- Face aux jurés Chimène Badi, Blanca Li et Ibrahim Maalouf, neuf finalistes concourent ce soir pour décrocher le premier trophée de « Prodiges Pop ».
- La cheffe d’orchestre Zahia Ziouani accompagne ces jeunes talents avec les 70 musiciens qui composent son orchestre symphonique Divertimento.
- Son parcours atypique et son engagement pour l’accès de tous à la musique classique ont déjà inspiré un film, Divertimento, et un documentaire sur Canal+.
Elle est le trait d’union musical entre « Prodiges » et sa version pop.

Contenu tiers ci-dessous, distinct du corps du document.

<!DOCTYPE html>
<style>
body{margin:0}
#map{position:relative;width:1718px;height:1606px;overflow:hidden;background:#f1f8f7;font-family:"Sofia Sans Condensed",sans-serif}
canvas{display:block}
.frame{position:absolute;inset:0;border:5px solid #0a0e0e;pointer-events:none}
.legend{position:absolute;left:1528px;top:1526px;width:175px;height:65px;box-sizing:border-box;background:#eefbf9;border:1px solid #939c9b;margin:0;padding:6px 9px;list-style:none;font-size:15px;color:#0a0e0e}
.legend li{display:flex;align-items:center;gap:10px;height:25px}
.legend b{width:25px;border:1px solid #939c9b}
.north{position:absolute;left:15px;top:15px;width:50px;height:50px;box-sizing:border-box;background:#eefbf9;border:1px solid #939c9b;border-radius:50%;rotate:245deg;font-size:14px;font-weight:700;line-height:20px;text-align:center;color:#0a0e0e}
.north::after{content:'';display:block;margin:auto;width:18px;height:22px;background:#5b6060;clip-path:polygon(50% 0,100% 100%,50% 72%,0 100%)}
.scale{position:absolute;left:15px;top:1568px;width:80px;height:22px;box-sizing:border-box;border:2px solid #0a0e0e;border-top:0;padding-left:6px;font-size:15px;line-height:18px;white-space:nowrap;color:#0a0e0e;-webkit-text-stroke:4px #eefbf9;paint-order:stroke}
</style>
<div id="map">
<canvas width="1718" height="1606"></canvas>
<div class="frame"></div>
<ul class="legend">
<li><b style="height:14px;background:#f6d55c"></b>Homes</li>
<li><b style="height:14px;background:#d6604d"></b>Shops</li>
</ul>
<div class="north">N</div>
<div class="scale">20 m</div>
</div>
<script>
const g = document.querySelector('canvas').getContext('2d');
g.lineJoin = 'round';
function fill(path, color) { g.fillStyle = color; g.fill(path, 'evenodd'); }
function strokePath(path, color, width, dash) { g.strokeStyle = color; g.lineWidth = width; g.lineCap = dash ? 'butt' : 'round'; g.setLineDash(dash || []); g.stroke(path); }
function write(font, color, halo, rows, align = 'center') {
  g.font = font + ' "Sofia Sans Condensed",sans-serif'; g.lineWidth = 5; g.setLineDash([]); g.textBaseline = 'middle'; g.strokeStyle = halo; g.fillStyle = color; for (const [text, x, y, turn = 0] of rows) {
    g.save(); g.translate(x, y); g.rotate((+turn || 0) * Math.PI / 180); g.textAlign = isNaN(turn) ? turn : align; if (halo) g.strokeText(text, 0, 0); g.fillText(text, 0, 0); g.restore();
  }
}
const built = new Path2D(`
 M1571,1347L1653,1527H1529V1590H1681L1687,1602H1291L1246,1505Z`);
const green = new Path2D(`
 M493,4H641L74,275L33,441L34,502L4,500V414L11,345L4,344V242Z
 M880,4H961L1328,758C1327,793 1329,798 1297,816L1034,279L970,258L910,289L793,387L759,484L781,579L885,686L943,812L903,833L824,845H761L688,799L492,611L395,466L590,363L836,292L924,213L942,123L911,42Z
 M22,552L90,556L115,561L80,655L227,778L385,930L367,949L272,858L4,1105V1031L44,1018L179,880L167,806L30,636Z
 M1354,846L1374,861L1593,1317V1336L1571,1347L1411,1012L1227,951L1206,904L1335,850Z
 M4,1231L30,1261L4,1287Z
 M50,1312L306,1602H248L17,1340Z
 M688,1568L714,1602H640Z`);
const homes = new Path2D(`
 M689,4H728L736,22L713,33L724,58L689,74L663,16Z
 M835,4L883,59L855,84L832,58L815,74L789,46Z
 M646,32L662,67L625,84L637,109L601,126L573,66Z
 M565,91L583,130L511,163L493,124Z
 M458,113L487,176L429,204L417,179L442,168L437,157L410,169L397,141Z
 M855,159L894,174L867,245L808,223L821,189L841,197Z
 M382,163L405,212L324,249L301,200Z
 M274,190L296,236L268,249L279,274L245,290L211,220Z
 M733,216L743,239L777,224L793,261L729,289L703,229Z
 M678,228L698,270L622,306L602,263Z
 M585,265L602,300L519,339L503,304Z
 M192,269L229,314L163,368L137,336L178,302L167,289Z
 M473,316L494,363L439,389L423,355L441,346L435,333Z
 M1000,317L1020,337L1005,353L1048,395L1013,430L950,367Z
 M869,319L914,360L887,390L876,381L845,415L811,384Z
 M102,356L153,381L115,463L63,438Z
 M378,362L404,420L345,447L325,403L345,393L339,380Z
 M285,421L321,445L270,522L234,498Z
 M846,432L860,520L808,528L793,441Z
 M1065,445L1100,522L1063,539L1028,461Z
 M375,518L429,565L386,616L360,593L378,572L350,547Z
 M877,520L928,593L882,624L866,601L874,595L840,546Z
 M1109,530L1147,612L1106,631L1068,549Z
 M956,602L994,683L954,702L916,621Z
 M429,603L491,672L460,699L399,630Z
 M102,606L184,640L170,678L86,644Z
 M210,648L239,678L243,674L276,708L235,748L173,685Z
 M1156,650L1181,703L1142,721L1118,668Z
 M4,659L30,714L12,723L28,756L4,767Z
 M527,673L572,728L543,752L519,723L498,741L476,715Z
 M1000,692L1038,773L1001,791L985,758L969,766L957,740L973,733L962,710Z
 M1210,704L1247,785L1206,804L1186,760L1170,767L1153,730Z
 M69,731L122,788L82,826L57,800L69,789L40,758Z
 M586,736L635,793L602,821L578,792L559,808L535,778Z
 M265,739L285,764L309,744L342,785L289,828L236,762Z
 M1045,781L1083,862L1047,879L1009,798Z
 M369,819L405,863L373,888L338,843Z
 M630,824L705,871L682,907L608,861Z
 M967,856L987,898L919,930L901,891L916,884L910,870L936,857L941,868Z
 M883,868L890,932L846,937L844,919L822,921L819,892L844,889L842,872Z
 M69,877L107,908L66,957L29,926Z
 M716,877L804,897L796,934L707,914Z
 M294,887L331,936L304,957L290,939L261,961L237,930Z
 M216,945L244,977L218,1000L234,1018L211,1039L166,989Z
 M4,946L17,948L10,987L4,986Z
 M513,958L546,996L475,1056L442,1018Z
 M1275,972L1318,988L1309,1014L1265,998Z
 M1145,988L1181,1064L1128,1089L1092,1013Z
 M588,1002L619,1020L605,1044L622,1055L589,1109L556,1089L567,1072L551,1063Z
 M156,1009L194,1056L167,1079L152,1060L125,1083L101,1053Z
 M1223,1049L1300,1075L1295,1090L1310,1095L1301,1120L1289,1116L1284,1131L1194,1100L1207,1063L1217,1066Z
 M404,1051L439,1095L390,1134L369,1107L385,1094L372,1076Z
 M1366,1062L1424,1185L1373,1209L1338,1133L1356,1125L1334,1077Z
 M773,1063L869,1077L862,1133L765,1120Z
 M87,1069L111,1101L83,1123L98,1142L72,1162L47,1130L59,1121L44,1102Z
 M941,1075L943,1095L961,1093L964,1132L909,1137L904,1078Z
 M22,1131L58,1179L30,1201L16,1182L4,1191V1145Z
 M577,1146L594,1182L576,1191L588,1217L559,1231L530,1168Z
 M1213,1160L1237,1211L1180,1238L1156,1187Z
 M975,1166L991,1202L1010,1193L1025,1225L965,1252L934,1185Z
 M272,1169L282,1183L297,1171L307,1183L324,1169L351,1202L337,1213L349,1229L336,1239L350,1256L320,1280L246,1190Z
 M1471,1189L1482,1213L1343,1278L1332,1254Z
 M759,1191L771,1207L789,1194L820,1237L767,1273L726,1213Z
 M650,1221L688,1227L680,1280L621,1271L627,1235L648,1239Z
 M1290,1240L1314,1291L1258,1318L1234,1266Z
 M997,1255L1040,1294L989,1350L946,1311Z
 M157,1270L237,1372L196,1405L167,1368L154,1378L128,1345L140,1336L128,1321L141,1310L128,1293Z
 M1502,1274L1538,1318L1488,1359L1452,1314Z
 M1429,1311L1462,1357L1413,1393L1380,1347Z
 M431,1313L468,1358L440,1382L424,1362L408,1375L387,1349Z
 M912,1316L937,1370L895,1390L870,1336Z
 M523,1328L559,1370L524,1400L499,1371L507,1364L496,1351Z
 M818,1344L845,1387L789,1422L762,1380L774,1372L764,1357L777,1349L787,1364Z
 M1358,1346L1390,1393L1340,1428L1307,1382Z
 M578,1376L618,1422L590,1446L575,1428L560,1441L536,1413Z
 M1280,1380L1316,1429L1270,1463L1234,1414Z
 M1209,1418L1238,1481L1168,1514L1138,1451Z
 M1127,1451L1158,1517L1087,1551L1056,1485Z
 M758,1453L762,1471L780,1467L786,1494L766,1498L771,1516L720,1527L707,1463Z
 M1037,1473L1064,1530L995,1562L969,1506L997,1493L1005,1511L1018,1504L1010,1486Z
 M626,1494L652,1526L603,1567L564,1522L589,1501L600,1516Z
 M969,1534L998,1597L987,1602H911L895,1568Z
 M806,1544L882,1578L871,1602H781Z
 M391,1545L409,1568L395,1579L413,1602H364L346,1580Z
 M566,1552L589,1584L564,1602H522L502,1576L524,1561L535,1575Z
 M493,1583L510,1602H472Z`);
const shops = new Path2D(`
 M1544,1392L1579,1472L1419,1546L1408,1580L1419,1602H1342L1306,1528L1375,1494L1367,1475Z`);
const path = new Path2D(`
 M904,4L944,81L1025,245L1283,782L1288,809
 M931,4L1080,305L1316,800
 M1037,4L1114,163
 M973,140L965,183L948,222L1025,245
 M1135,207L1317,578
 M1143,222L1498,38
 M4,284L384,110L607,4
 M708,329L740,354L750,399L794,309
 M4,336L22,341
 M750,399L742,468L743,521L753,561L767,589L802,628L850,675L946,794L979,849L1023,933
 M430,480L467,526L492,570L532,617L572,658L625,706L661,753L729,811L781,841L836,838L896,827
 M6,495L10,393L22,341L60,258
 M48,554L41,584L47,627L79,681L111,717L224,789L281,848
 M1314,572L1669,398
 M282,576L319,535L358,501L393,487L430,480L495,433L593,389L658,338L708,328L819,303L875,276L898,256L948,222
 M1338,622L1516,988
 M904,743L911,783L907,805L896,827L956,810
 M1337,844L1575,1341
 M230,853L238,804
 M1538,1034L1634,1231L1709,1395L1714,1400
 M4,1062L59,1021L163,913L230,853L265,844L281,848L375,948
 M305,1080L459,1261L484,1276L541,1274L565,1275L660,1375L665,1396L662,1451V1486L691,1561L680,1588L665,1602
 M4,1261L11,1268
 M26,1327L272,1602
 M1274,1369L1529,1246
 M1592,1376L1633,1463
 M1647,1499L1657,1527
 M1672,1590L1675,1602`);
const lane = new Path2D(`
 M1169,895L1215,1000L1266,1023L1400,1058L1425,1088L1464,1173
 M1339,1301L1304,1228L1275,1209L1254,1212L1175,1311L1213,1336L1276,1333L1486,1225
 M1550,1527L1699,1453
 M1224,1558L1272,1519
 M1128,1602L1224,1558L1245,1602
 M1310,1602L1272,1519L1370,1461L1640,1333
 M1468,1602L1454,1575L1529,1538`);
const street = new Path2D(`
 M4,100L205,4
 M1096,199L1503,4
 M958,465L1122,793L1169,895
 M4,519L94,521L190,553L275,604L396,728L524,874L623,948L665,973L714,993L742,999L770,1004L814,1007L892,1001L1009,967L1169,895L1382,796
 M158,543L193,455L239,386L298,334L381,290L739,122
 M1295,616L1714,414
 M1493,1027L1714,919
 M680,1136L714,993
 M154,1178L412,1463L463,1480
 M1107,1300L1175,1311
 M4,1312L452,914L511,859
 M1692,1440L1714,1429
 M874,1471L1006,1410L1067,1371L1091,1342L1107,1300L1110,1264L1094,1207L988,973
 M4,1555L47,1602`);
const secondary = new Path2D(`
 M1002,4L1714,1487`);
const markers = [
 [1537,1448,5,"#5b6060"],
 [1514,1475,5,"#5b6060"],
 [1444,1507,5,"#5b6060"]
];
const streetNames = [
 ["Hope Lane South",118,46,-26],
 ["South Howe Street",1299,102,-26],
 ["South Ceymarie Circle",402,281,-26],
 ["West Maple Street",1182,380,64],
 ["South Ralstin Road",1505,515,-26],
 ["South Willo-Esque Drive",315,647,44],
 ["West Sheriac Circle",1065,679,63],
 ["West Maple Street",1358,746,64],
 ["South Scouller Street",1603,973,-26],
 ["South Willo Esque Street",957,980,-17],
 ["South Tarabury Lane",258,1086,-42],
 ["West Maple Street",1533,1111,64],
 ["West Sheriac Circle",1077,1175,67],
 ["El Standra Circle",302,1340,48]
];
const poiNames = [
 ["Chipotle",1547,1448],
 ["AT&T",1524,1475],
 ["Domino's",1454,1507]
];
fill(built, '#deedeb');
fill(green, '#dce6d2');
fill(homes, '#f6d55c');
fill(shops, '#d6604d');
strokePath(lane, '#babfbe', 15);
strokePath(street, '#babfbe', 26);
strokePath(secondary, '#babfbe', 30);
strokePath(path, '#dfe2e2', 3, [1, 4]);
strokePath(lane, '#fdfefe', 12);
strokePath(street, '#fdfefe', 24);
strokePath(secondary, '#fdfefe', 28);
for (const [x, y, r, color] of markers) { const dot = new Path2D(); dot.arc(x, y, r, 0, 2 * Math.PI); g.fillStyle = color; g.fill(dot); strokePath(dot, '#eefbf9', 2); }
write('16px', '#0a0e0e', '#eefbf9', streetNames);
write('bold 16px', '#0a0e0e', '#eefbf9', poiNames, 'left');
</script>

En tant que cheffe d’orchestre, Zahia Ziouani accompagne les jeunes talents des deux concours de France 2 avec les soixante-dix musiciens de Divertimento, un ensemble symphonique qu’elle a créé en 1998.
Cette artiste passionnée, qui a grandi à Pantin (Seine-Saint-Denis) entourée de deux parents mélomanes, se distingue notamment par son engagement pour l’accès de tous à la culture, et plus particulièrement à la musique classique. Alors qu’elle et son orchestre ont livré leur premier album en mai dernier (Bacchanale : Saint-Saëns et la Méditerranée) et qu’un spectacle musico-sportif les mènera sur la scène de la Philharmonie de Paris le 14 octobre prochain, Zahia Ziouani revient son parcours.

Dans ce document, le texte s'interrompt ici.